Regarding the risk from insurance audits, the company, in its quarterly filing, said, “In addition to the risk that the insurance companies may deny the claims subject to the current audits, and we have received some denials to date, it is possible that they may seek recoupments of previous claims paid and deny any future claims. While we believe the claims submitted are valid and reimbursable with these insurance companies, and there exist processes for appeal and, if necessary, corrective action, an unfavorable outcome of the ongoing audits could have a material adverse effect on our future financial results, including our revenue recognition, sales return rate and bad debt reserve. We are unable to provide assurances regarding the outcome of these audits.”
Eargo’s CEO has been asked about the audit during a recent earnings call and recent conferences. In response, Gormsen has indicated Eargo is educating the carrier on the company’s business model and was confident in the company’s ability to provide the carrier with the required documentation.
Gormsen, during the August earnings call, said, “We are a single provider with a high volume and hence a lot of dollars flowing through. They’re actually doing their diligence by auditing everything we do because we do it in a different way than it’s been—we don’t do it through a clinic, right? We do it through telecare, online experiences and phone experiences.”
“We believe all the claims we submitted are valid reimbursable,” continued Gormsen, “and we have had a very productive call even this week with the payer, and we are confident we’re able to provide them with all the requested documentation. Of course, I can’t speculate on where the claims will—whether they will absolutely be processed or not.”
“So, this is more, as I see it, an education of our business model and how our business model works differently from the classic way of distributing hearing aids,” Gormsen said.
The outcome of the audits could have broader implications for the company, as insurance carriers that administer federal health benefits are required to report instances of fraud, waste, and abuse.

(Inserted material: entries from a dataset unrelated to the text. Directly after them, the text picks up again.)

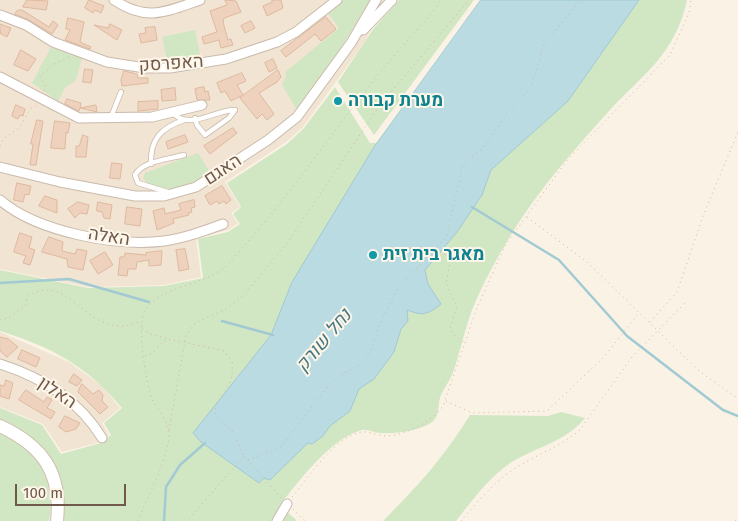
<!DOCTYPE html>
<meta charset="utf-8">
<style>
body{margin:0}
#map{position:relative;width:738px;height:521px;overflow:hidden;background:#faf2e4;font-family:"Fira Sans",sans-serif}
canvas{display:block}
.scale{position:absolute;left:15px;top:484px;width:111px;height:22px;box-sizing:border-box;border:2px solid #70594b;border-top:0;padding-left:6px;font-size:15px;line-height:18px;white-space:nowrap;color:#70594b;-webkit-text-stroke:4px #fdf6e9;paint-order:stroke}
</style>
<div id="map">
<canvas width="738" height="521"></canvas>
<div class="scale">100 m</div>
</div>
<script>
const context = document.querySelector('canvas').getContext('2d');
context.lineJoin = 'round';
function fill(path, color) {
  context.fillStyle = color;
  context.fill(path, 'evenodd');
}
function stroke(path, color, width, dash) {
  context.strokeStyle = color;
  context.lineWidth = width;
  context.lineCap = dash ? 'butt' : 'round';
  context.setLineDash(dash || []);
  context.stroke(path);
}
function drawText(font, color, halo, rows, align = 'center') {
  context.font = font + ' "Fira Sans",Heebo,sans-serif';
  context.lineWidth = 4;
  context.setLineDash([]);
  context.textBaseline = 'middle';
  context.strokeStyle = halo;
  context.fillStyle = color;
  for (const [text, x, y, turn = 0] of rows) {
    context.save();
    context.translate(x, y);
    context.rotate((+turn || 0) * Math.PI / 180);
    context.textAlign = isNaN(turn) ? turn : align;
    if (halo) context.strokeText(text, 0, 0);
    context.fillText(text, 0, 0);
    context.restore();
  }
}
fill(new Path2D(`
 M0 0H388L364 43 303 127 286 142 225 182 240 207 231 213 238 223 228 230 196 238 201 277 164 285 88 287 0 269Z
 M0 332 69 362 102 386 120 408 102 423 109 435 101 442 62 452 43 424 0 407Z`), '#f1e4d3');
fill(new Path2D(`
 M342 0H370L337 54 297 110 282 85 286 76 285 72 339 28 327 12Z
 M399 0H474L374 135 338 82 374 28Z
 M583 0H687C675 55 643 74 608 112 574 150 539 189 512 233 497 258 483 283 472 310 464 331 460 354 452 375 449 382 444 388 441 395 437 404 441 415 432 422 420 431 395 434 381 433 374 433 368 429 362 430 331 438 299 481 280 505L297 521H60C68 461 46 450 0 422V408L42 425 61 454 101 443 111 435 104 423 122 408C87 366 52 347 0 331V270L88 288 164 286 203 278 198 239 228 232 240 224 233 214 241 207 227 183 287 144 304 128 335 87 370 143 460 139Z
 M195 30 201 60 168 65 162 37Z
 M51 47 82 58 76 80 65 88 58 101 32 83Z
 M198 153 211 174C188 187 166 197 143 179L145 173Z
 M561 412 585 418C564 444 532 447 506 466 486 481 471 502 456 521H383C418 486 444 457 470 415L548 416Z
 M0 431C36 445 57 483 49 521H0Z`), '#d1e6c3');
const water = new Path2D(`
 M481 0H639L568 101 491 170 482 195 457 232 425 270 428 284 441 304C427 315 423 316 407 310L408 321 401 329 394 352 374 379 359 389 350 411 330 426 323 436 312 444 308 443 270 480 264 478 259 483 201 442 193 433 271 335 292 282 374 147Z`);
fill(water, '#badbe2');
stroke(water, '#a1cad3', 1);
stroke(new Path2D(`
 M472 207 559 260 627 336 723 410 738 416
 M0 283 69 279 149 302
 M222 321 273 335
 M164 521 166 487 180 465 205 443`), '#a1cad3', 2.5);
const building = new Path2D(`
 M27 0 48 1 46 10 23 7Z
 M89 0 104 6 101 13 95 10 93 13 85 8Z
 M225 0 236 1 241 12 224 18 223 22 228 40 231 39 233 45 221 48 219 40 204 44 202 37 217 32 210 11 227 5Z
 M272 0H281L283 8 267 16 263 6 272 2Z
 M18 10H22L49 27 53 21 58 25 52 34 29 20 15 14Z
 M326 17 336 29 321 41 315 34 286 57 281 51Z
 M68 18 84 22 80 42 91 47 90 49 65 40 70 30 66 29Z
 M251 21 255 28 245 33 241 26Z
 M0 24 11 28 7 37 1 34Z
 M110 24 122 30 117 40 94 25 108 28Z
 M155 27 157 40 141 43 139 34 146 33 145 28Z
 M21 50 36 59 28 71 14 65Z
 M273 59 277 68 269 72 265 63Z
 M85 69 93 70 91 83 83 82Z
 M278 70 281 77 277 82 259 93 274 114 267 120 262 114 257 119 240 98Z
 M124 71 137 74 138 78H148V83L122 86 121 80Z
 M242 73 246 81 237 85 243 95 231 101 225 91 221 93 217 83Z
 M204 87 205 92 208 91 210 100H197L195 89Z
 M175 88 176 100 162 101 161 90Z
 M67 99 81 103 80 108 96 105 97 112 80 108 79 111 65 104Z
 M158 101V109L138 111V102Z
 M16 105 25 109 23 116 20 115 18 119 12 116Z
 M37 120 43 121 36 165H30L33 144H31Z
 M55 121 70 123 68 133 66 132 65 149 51 148Z
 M233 128 237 133 210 154 204 146Z
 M83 135 88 137 86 157H76V146H79Z
 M185 135 188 142 168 149 166 142Z
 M112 163 122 164 120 179 110 178Z
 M17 183 31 186 29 195 25 194 23 202 14 200Z
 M222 186 231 200 226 204 224 201 219 204 217 201 210 205 205 196Z
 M45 196 57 200V213L39 206Z
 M194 200 195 207 191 208 192 212 188 213 189 215 173 219 174 223 157 230 153 211 164 208 165 214 181 210 179 204Z
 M78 202 89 205 87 214 80 213 75 218 68 209Z
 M98 202 112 205 110 219 104 218 102 212 97 211Z
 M127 207 142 209 140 226 125 224Z
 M20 233 32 237 29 248 35 250 30 265 23 263 26 256 14 252Z
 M49 237 63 242 62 251 75 254 77 249 87 251 83 270 68 267 67 259 42 252Z
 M185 249 189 269 179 271 176 250Z
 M162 251 161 265 149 266V260L137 262 136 269H128L127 276 118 275 120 257H124L125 253 146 255V253Z
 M105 252 113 265 98 274 90 261Z
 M0 337 8 339 18 347 7 357 0 351Z
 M22 350 40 358 36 367 18 359Z
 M74 374 82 380 77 386 69 382Z
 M6 380 13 383 9 399 0 396V385L4 386Z
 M82 384 93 394 99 390 103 395 102 401 108 407 100 414 78 392Z
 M26 390 44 402 47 397 52 400 47 408 55 412 51 419 19 400Z
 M65 416 80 423 76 429 66 432 59 427Z`);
fill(building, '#eed2bd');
stroke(building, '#dfb99f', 1);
const lane = new Path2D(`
 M173 113C189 131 217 109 235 110
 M111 117 121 92
 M195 118 197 125 205 135 229 118 235 110
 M151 164C150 139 161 128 184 120
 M171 193 138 183 135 175C142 161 170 159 184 155`);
const street = new Path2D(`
 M114 0C147 22 165 12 200 0
 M0 15 26 25 53 42 107 62 145 68H170L226 59 277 42 296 32 337 0
 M363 30 392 0
 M0 77 79 118 152 117 202 105
 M0 167 60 182 135 196H164L196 187 268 140 297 117 351 43 376 0
 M0 200C37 232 117 247 164 241 185 238 204 231 223 224
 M0 364C41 377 79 400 102 438
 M277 521 287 504`);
const secondary = new Path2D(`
 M0 426C43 446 62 473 57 521`);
stroke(lane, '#cabaab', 6);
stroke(street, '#cabaab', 11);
stroke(secondary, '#cfbcac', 14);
stroke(new Path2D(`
 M44 91 45 86 40 76 54 64 70 57
 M0 146 3 139 19 128 31 108 36 106
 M527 217 587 262 698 370 738 399
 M436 249 451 258 446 283 457 306 450 328 454 335 464 342
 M0 320 8 318 26 305 27 297C70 267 89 346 141 321
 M650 322 677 292 703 216 738 132
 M142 329 151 334 169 339
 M145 356C157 354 158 342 169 339L224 351 232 362C235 390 217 394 215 412 219 422 229 425 234 434 238 441 239 449 244 456L187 521
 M446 401 472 413 547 411 604 357 638 314
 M169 430 186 336 195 323 224 310 240 299 288 242 380 105 469 0
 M244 456 281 498
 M248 460 280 448 328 386 346 372 358 367 372 350 379 325 398 288 447 236 463 164 482 149 507 113 531 88 544 44 581 0
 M292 497C308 478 336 435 362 432 370 431 378 436 385 436 406 435 430 423 443 406L478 305 506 244 568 159 670 55 689 13 691 0
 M293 509 305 521
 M138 521C146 500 171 452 169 432 168 421 157 409 152 399 146 382 137 329 144 313 155 286 207 286 227 265 281 208 325 142 373 81 395 53 420 28 442 0
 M461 521C476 504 492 484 511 471 533 456 558 448 579 431L632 357 686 302
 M735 521 738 520`), '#d2b5a1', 1, [1, 4]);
stroke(lane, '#fff', 4.5);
stroke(street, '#fff', 9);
stroke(secondary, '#fff', 12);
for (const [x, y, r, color] of [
 [338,101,5,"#0f9aa8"],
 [373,255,5,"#0f9aa8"]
]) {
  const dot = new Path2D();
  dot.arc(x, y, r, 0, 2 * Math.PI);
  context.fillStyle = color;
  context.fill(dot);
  stroke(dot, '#fdf6e9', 2);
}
drawText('18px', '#70594b', '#fdf6e9', [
 ["האפרסק",171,64,-4],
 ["האגם",223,170,-33],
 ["האלה",109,237,9],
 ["האלון",57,393,34]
]);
drawText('bold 18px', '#0d838f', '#fdf6e9', [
 ["מערת קבורה",348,101],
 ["מאגר בית זית",383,255]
], 'left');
drawText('italic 19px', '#477782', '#fdf6e9', [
 ["נחל שורק",324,341,-50]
]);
</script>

The U.S. Office of Personnel Management (OPM) defines fraud, waste, and abuse terms and includes as an example of abuse billing for items or services that should not be paid for by the program, according to an OPM letter to carriers.
Carriers are contractually bound by OPM to assess vulnerability to fraud, waste, and abuse and to submit annual fraud, waste, and abuse reports. In addition to the annual reports, carriers must
provide “written notification to OPM Office of the Inspector General within 30 business days of identifying potential FWA issues impacting the FEHB Program regardless of the dollar value” according to an April 2021 OPM Office of the Inspector General (OPM-OIG) report.
OPM-OIG holds quarterly carrier task force meetings to discuss fraud, waste, and abuse recommendations and strongly encourages carriers to participate.
OPM-OIG told The Capitol Forum in an email that the agency cannot provide any comments on specific carriers or providers and that the quarterly carrier task-force meetings are non-public.
Eargo did not respond to request for comment for this article.